Another owner of a steel business in this area also encountered such problem. The concrete wall in front of the house is also too high, making it hard to move the steel and construction materials of the store in and out.
Many residents who cannot afford to elevate the ground floor of their houses have made complaints to the Steering Center. Upon receiving the complaints, the center has postponed the project. On June 3, it also sent a report to the city’s administration to seek advice on the issue.
Representatives of the center, however, said the construction company had strictly followed the design and plan which had been approved by the city’s transportation department. According to the plan, the heights of the street’s center and edge should be 2 and 1.7 meter, respectively. As the current peak tide is at 1.68 meter, such elevation is necessary to prevent the street from being flooded.
Some sections of the street are currently quite low at around 0.4 meter. Therefore they need to be elevated at least 1.3 meter more.
Regarding the brick wall in front of the local residents’ houses, the developer stated that the walls are built with two purposes. The first one is to prevent the construction materials from spreading to the houses of the local residents. The second is serving as a mark for the new height of the street.
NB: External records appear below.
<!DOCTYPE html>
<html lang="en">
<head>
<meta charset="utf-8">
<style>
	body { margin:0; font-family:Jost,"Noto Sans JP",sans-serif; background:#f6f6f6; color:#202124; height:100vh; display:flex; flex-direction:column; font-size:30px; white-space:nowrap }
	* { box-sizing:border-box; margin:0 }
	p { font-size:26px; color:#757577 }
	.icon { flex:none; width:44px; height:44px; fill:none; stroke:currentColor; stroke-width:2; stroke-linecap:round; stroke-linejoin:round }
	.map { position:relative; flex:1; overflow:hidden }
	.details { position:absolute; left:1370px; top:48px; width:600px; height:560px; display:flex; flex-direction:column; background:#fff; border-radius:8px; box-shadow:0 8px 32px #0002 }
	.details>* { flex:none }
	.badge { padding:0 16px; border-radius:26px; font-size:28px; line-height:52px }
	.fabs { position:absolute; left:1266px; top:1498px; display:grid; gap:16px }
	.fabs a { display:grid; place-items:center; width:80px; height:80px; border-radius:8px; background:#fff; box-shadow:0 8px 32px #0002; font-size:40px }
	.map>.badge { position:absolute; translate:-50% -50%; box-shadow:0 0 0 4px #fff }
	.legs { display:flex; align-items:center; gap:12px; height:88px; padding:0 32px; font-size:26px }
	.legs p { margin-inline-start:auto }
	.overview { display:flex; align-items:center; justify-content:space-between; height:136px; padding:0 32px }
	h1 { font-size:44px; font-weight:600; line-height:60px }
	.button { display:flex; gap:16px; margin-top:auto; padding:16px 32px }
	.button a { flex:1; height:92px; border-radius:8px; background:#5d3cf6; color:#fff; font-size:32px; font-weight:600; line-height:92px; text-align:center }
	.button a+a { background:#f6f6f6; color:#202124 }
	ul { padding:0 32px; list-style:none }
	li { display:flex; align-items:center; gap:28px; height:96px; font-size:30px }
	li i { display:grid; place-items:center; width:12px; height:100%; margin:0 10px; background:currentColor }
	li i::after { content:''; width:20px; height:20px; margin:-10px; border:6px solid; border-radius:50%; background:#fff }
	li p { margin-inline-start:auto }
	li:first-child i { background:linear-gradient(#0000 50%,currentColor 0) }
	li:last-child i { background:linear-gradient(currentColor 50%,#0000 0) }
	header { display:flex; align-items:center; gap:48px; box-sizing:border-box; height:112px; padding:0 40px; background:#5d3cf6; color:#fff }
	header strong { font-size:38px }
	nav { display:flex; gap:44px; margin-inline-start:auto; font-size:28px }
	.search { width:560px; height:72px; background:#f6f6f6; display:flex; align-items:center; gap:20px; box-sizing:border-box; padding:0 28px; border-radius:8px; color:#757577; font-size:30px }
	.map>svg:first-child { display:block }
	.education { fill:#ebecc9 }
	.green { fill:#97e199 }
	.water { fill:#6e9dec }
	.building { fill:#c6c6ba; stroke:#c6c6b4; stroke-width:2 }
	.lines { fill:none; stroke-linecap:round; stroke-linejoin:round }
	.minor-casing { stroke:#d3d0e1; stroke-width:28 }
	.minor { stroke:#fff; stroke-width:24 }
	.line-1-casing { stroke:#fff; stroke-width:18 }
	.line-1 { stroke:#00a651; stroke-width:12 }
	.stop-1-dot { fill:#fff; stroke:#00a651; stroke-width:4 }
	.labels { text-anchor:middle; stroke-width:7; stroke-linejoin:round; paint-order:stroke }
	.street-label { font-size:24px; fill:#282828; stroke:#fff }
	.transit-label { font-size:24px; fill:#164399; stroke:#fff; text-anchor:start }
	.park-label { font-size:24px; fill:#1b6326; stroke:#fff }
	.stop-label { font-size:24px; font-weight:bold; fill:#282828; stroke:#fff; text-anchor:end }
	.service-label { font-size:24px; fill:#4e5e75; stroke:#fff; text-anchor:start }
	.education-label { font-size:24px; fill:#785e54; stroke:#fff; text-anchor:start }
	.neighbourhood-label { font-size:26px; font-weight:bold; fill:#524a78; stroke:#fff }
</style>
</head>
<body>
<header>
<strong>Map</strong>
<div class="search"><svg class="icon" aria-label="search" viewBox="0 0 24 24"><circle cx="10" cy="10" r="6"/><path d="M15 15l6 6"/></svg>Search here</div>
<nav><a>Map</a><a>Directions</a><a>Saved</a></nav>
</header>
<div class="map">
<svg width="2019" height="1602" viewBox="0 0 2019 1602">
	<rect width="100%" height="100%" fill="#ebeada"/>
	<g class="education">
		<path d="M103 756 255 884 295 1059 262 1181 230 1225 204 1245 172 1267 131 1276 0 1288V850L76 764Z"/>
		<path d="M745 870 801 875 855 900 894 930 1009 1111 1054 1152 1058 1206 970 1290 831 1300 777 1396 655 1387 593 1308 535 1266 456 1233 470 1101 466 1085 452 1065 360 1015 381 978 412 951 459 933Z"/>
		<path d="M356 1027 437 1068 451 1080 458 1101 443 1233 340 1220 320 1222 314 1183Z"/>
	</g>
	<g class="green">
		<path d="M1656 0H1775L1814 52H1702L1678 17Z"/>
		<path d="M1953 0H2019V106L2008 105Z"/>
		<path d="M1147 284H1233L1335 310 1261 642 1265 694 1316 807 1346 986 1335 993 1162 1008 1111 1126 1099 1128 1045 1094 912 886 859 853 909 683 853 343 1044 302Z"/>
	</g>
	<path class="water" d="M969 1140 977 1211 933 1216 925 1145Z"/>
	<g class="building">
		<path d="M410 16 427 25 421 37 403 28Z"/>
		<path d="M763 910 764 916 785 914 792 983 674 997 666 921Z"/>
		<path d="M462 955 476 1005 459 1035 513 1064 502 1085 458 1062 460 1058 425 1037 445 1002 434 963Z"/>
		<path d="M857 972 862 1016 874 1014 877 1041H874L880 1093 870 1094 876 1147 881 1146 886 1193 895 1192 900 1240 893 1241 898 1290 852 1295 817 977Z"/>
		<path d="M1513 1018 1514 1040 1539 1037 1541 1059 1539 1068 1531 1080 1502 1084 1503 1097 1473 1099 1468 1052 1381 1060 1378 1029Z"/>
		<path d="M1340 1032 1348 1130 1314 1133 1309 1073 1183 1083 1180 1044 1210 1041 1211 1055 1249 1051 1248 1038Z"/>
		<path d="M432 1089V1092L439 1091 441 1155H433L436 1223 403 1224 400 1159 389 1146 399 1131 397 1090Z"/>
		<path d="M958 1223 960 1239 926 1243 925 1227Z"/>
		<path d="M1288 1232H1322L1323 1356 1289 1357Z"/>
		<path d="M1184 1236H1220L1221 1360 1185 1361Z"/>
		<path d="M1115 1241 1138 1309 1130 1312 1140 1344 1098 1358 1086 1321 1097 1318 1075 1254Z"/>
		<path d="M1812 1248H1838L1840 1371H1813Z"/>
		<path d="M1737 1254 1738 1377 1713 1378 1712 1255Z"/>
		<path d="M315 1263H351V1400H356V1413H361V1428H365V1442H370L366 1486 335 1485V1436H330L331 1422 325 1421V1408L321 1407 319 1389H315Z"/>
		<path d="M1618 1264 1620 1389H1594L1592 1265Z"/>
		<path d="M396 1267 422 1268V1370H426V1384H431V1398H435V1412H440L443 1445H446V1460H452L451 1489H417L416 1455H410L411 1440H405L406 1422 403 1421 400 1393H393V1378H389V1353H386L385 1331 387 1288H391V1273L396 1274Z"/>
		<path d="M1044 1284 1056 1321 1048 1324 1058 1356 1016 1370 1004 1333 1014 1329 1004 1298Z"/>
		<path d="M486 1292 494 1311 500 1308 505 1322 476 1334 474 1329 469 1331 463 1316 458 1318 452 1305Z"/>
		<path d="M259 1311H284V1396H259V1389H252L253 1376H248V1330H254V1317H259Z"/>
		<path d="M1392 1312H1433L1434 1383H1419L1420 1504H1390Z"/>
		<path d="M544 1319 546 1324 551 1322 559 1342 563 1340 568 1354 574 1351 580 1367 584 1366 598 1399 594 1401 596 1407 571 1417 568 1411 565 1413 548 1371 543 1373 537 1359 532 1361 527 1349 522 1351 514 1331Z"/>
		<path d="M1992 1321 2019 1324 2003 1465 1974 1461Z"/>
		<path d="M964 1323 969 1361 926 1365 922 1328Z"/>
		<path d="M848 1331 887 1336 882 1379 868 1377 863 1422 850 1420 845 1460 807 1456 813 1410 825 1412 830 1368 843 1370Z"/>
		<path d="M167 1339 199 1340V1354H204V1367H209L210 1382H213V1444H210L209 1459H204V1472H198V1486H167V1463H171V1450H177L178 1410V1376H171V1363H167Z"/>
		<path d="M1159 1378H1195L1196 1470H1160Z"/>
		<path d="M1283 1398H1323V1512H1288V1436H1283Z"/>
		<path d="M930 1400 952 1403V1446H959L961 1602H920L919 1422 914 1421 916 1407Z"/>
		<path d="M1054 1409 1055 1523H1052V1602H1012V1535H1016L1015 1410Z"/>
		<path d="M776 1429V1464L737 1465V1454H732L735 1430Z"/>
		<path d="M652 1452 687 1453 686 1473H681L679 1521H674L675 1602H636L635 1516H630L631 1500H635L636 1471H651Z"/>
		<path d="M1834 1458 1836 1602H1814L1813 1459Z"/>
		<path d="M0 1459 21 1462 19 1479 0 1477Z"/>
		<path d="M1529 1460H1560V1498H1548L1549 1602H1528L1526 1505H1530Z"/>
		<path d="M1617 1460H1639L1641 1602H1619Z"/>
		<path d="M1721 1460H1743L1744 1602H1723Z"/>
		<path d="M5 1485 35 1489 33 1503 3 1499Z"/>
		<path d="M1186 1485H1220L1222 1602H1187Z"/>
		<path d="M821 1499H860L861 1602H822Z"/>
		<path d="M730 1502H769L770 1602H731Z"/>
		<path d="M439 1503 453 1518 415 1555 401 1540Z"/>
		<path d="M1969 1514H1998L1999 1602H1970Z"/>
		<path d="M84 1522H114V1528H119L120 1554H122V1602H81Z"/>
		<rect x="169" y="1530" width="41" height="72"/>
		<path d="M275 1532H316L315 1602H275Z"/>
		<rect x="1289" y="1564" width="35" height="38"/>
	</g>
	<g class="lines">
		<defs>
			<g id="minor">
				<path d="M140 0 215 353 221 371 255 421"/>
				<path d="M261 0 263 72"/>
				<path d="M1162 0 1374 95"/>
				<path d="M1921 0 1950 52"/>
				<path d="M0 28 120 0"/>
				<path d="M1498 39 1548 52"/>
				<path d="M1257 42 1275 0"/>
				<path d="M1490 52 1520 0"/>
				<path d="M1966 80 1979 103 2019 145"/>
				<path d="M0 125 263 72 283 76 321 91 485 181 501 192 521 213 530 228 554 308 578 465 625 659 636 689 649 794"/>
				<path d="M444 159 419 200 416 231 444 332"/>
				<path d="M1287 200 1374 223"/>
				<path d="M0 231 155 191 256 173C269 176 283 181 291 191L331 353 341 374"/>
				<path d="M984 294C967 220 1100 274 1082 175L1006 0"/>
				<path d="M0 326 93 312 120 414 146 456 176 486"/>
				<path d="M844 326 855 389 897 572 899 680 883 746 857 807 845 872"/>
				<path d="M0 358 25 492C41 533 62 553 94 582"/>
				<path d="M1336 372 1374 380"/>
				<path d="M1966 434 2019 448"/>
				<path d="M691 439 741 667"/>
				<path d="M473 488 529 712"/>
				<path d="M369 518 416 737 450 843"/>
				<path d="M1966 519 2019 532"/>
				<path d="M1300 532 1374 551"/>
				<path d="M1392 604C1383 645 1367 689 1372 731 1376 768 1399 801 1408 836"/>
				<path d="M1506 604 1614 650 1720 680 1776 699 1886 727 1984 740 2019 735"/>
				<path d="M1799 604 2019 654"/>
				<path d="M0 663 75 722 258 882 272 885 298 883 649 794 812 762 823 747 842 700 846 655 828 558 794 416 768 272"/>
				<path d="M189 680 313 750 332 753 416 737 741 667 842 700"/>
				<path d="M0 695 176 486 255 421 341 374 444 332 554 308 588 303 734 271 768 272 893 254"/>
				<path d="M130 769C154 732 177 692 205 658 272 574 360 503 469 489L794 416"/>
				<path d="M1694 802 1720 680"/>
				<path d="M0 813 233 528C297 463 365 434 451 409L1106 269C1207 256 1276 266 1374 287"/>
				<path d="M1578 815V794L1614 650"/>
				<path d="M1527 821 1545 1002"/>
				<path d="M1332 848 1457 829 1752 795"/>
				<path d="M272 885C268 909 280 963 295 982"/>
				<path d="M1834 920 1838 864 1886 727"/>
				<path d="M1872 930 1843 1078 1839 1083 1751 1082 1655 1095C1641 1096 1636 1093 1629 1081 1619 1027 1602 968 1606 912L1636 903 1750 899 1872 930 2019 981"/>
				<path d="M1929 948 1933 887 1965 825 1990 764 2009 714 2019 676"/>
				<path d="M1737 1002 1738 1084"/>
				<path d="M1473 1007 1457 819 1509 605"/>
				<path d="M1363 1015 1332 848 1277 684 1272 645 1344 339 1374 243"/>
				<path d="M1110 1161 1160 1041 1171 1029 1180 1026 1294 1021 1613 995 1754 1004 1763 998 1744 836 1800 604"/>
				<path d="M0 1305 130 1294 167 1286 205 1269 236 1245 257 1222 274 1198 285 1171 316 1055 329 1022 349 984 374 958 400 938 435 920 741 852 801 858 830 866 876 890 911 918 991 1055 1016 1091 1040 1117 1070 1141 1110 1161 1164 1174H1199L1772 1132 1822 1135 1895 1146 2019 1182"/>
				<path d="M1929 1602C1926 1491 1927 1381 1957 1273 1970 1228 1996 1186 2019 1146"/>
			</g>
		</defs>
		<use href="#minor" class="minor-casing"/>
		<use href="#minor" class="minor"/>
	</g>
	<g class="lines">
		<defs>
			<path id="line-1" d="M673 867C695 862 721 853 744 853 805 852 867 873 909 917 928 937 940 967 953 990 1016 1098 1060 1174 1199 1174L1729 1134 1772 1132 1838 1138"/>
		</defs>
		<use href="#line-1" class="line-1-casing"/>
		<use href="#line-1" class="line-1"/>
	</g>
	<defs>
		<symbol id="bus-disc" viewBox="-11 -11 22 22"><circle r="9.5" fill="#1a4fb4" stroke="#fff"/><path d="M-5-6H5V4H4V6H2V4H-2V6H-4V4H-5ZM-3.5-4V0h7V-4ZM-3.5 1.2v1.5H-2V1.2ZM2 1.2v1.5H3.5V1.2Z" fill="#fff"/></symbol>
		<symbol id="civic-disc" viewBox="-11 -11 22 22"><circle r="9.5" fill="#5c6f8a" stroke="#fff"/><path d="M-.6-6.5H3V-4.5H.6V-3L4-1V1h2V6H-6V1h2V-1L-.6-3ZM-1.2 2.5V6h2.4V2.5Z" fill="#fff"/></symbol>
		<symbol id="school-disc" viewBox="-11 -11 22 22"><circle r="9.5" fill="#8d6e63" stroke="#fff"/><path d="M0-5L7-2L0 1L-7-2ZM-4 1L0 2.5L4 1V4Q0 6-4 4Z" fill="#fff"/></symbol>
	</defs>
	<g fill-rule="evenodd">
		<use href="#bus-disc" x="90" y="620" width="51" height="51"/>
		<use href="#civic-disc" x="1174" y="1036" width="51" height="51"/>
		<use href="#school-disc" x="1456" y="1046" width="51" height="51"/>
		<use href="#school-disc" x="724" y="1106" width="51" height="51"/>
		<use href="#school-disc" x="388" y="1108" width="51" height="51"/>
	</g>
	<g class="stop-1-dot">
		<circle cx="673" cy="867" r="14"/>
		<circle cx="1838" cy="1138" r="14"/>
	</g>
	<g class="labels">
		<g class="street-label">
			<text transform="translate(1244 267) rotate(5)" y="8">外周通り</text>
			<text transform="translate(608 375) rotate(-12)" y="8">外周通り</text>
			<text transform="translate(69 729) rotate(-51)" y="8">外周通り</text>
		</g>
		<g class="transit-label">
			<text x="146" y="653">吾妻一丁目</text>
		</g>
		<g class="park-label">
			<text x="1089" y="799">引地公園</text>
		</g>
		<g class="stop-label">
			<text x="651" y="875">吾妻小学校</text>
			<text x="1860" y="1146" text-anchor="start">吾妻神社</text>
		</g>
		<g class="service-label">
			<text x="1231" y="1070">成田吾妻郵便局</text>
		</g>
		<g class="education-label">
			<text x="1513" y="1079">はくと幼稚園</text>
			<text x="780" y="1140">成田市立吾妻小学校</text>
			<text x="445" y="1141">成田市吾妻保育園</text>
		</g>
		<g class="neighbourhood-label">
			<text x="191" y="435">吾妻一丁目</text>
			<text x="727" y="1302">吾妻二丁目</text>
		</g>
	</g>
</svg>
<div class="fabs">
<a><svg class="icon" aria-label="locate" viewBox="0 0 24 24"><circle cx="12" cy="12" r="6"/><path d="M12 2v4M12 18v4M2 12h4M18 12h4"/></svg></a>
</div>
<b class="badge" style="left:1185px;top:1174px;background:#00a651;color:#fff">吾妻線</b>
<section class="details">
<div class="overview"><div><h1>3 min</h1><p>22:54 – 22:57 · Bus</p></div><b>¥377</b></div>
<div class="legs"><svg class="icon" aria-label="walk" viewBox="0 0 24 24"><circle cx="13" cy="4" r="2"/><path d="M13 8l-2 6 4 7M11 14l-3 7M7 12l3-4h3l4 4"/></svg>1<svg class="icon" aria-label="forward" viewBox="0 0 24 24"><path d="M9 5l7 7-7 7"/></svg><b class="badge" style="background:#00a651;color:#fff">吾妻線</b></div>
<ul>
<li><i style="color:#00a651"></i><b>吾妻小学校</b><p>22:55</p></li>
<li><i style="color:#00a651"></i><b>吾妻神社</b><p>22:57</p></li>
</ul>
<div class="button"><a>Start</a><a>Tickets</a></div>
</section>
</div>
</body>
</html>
According to administration of Binh Tan District, the project will be carried out on a street’s section of three kilometers long and there are approximately 500 households in the area. The total budget for this project is estimated at around VND300 billion (US$13.5 million).
In Feb 2014, Tuoi Tre (Youth) newspaper reported a photo news story named “Houses accidentally transformed into basements” depicting the problem faced by hundreds of household in this area. Responding to the issue, the Ho Chi Minh City administration has asked many related services and departments to issue regulations to provide support and compensation for the affected families.
However, there has not been any such rule issued and implemented, causing a lot of nuisance and profit loss for the residents and businesses in the area.